Now I will say that D*** has never told me no whenever I have asked to get my daughter for a visit. There have a couple of misunderstandings about the dates but she allows me to come get her whenever I ask. And I also get to talk to her everyday. A lawyer that I’ve met with told me that is a lot compared to some of his clients. And if I pushed anything more I might be hit with back child support. Either way, I was explaining that to bring up this next thing. She doesn’t know if she is going to allow her to come back up while she is out for Christmas break. I did not ask for Christmas Day since I had her last year. But I did ask for the day after Christmas until she goes back to school. D***’s response was “I’ll have to talk with Tim about that.” Tim is my daughter’s dad and D***’s brother.
It really is not fair. This man was a terrible person when we were together. He introduced me to IV drug use and would take me to sleep with old men to get drugs. Now I know that I had a voice and could have said no but he is still a piece of shit in my eyes for sticking that needle in my arm the first time knowing good and well how it destroyed his own life. I lost custody of my son after that and started getting arrested. I am not blaming all of it on him but he absolutely played a huge role.

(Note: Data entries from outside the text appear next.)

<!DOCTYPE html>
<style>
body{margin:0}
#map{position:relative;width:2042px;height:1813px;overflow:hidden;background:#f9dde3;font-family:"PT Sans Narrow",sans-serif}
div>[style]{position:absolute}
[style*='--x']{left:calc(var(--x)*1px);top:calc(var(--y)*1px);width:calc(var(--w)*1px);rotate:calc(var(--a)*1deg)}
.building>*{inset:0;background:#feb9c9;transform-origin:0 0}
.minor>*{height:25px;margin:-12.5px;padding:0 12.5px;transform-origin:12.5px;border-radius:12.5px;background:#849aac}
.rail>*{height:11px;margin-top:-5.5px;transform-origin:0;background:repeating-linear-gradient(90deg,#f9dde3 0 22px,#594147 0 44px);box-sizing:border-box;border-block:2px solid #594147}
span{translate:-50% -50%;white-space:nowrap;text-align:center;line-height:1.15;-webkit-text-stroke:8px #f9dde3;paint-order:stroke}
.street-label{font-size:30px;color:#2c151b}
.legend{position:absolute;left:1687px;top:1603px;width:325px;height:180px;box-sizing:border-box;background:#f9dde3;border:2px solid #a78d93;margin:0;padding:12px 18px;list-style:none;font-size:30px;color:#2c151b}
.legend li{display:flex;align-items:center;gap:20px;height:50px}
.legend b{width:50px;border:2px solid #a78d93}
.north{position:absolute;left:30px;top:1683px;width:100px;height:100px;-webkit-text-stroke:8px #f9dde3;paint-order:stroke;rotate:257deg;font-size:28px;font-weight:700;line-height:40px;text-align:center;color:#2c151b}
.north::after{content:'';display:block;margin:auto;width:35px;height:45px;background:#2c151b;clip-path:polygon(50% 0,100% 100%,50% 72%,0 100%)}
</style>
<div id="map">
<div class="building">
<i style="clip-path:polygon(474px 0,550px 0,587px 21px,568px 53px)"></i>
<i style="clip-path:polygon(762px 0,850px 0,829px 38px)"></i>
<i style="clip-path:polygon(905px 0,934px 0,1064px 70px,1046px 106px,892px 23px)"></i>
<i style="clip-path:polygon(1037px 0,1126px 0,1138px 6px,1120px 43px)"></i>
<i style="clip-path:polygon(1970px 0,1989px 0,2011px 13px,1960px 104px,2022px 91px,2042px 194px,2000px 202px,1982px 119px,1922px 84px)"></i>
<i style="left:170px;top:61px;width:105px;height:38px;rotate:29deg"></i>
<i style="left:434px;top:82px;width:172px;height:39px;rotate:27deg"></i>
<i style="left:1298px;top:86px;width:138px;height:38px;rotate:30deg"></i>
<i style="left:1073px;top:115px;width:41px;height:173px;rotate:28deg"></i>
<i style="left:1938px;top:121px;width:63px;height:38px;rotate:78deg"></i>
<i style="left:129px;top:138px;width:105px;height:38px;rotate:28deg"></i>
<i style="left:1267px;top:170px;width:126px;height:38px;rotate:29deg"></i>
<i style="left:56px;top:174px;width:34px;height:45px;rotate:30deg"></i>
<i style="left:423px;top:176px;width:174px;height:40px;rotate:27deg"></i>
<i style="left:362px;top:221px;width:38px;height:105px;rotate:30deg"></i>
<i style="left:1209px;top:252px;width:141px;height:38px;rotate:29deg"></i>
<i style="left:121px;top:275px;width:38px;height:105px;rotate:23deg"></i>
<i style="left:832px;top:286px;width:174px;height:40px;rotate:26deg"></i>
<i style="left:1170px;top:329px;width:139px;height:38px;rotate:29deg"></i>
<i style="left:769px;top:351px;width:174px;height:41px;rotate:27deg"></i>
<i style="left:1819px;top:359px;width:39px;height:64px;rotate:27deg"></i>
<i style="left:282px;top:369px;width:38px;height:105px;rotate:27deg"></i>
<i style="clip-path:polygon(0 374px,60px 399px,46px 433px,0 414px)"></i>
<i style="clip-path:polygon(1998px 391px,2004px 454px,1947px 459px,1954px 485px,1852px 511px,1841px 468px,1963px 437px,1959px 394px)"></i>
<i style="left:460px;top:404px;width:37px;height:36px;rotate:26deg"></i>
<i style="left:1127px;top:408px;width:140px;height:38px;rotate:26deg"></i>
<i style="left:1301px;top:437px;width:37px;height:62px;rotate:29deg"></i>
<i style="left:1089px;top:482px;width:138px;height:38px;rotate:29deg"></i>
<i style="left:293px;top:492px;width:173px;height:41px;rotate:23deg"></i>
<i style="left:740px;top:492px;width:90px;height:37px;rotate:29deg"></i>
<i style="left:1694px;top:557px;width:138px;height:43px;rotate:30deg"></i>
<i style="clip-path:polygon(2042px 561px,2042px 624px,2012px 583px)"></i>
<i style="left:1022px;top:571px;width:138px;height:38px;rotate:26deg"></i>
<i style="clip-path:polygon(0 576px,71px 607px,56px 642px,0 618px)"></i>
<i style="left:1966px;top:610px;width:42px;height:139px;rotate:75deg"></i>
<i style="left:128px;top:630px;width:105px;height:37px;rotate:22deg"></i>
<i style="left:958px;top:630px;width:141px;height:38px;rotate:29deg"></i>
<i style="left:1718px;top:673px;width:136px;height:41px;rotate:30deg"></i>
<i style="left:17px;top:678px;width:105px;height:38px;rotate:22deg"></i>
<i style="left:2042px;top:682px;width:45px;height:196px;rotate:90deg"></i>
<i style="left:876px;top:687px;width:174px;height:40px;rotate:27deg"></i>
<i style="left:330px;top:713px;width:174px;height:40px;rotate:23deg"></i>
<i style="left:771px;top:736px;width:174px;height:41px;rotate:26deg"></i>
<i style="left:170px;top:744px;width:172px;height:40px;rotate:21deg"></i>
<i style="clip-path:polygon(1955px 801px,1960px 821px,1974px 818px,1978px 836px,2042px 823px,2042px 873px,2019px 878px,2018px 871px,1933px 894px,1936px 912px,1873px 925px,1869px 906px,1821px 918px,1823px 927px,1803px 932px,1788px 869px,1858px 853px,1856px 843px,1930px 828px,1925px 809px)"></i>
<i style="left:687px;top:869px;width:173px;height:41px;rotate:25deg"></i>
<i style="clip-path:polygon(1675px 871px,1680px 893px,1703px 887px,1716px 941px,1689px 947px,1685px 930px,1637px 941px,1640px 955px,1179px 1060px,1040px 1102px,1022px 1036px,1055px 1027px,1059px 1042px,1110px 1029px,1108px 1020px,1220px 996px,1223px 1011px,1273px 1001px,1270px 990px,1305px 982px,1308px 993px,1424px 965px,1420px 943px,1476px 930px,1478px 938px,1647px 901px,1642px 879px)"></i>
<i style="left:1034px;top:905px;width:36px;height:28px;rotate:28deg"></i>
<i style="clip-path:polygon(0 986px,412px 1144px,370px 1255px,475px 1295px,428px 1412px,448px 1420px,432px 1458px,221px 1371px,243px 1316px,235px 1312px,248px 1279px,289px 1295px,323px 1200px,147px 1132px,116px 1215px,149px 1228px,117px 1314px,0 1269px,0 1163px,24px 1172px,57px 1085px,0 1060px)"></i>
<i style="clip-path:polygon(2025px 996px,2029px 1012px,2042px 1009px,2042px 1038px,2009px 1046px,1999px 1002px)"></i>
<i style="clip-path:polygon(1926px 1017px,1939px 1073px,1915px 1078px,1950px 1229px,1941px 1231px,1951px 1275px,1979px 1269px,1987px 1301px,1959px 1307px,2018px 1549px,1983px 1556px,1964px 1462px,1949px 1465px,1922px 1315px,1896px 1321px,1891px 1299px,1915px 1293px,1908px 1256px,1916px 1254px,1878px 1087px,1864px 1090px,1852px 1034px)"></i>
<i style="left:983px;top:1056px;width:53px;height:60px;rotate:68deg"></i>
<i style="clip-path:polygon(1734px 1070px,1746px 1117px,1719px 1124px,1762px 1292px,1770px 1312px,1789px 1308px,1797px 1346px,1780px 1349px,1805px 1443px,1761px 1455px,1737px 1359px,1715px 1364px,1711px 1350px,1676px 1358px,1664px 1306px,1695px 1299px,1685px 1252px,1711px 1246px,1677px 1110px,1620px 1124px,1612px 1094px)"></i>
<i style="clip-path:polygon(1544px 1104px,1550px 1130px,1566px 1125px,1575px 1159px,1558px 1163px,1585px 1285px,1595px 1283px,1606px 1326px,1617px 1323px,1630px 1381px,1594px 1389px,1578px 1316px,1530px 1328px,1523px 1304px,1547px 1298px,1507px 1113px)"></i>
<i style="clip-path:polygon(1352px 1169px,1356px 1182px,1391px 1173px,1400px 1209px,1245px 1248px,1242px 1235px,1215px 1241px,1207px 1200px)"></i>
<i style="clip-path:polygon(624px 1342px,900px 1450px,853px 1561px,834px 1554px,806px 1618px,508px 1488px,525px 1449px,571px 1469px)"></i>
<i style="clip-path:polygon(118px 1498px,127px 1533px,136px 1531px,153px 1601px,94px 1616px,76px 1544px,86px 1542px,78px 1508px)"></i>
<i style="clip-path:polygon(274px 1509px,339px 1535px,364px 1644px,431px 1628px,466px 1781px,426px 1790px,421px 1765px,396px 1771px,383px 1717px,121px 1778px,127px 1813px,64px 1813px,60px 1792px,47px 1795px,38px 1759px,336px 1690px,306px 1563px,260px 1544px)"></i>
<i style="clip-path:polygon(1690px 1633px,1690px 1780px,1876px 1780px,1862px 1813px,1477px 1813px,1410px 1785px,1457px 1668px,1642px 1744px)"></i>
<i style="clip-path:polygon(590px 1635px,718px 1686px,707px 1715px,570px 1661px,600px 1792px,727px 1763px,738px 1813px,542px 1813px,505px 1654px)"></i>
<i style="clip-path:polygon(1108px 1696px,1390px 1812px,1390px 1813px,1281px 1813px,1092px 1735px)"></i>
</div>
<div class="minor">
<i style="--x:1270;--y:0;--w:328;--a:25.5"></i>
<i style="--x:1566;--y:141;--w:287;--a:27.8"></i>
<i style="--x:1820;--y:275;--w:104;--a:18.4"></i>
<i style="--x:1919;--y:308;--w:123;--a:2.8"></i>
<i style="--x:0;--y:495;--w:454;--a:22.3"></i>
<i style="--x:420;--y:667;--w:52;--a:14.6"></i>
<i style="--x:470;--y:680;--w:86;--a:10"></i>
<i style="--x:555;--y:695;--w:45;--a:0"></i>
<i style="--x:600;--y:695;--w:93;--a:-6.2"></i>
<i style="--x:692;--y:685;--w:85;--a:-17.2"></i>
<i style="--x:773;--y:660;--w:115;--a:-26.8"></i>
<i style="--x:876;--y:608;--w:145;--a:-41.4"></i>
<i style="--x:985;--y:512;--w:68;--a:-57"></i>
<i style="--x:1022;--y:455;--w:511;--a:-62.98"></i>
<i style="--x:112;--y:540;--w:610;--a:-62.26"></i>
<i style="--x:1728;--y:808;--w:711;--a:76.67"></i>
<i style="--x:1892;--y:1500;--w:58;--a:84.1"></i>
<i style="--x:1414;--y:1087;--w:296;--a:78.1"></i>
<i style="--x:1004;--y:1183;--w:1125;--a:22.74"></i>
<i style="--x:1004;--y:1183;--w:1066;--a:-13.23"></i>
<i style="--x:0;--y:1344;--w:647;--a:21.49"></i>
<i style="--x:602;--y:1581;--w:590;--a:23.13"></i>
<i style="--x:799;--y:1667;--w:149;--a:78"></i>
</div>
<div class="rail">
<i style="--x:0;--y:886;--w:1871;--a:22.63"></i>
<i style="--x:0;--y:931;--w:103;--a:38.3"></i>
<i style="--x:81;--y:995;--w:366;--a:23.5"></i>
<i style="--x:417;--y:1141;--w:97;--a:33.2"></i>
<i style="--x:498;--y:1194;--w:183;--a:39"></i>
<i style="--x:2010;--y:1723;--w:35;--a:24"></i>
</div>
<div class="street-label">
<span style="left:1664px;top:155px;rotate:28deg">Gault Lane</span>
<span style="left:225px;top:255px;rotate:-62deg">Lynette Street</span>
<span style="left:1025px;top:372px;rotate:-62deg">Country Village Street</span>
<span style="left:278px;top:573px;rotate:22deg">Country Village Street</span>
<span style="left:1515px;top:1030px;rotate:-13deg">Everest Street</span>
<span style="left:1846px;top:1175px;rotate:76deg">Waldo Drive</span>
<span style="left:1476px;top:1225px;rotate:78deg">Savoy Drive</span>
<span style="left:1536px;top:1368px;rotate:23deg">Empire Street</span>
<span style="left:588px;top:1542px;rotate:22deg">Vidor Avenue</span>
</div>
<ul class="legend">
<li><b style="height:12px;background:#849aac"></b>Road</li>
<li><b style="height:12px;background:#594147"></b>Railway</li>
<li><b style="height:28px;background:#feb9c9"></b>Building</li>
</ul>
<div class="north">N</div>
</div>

But now, after I made the decision to leave him and get clean and start my life over and pick up the pieces of the mess we had made, he gets to pretty much make the decision on whether or not I be a full time mom to my daughter. I am under the impression that he is now clean himself and I am so glad and happy that he is stepping up for Cadence because she does love her daddy very much. But it just doesn’t seem fair. If we lived in the same city and I was able to be involved in her everyday life I might feel differently but he lives right next door and gets to go to daddy daughter dances and softball games and dance recitals. And I am jealous.
When I first got clean and was working a full time job D*** told me that my daughter would be back with me before she started kindergarten. I held on to that for a year. Then she registered her to the school down there. 5 hours away. My daughter was so excited. I felt like I’d be taking something away from her. I felt stuck and confused and hurt and depressed. That called for a drink!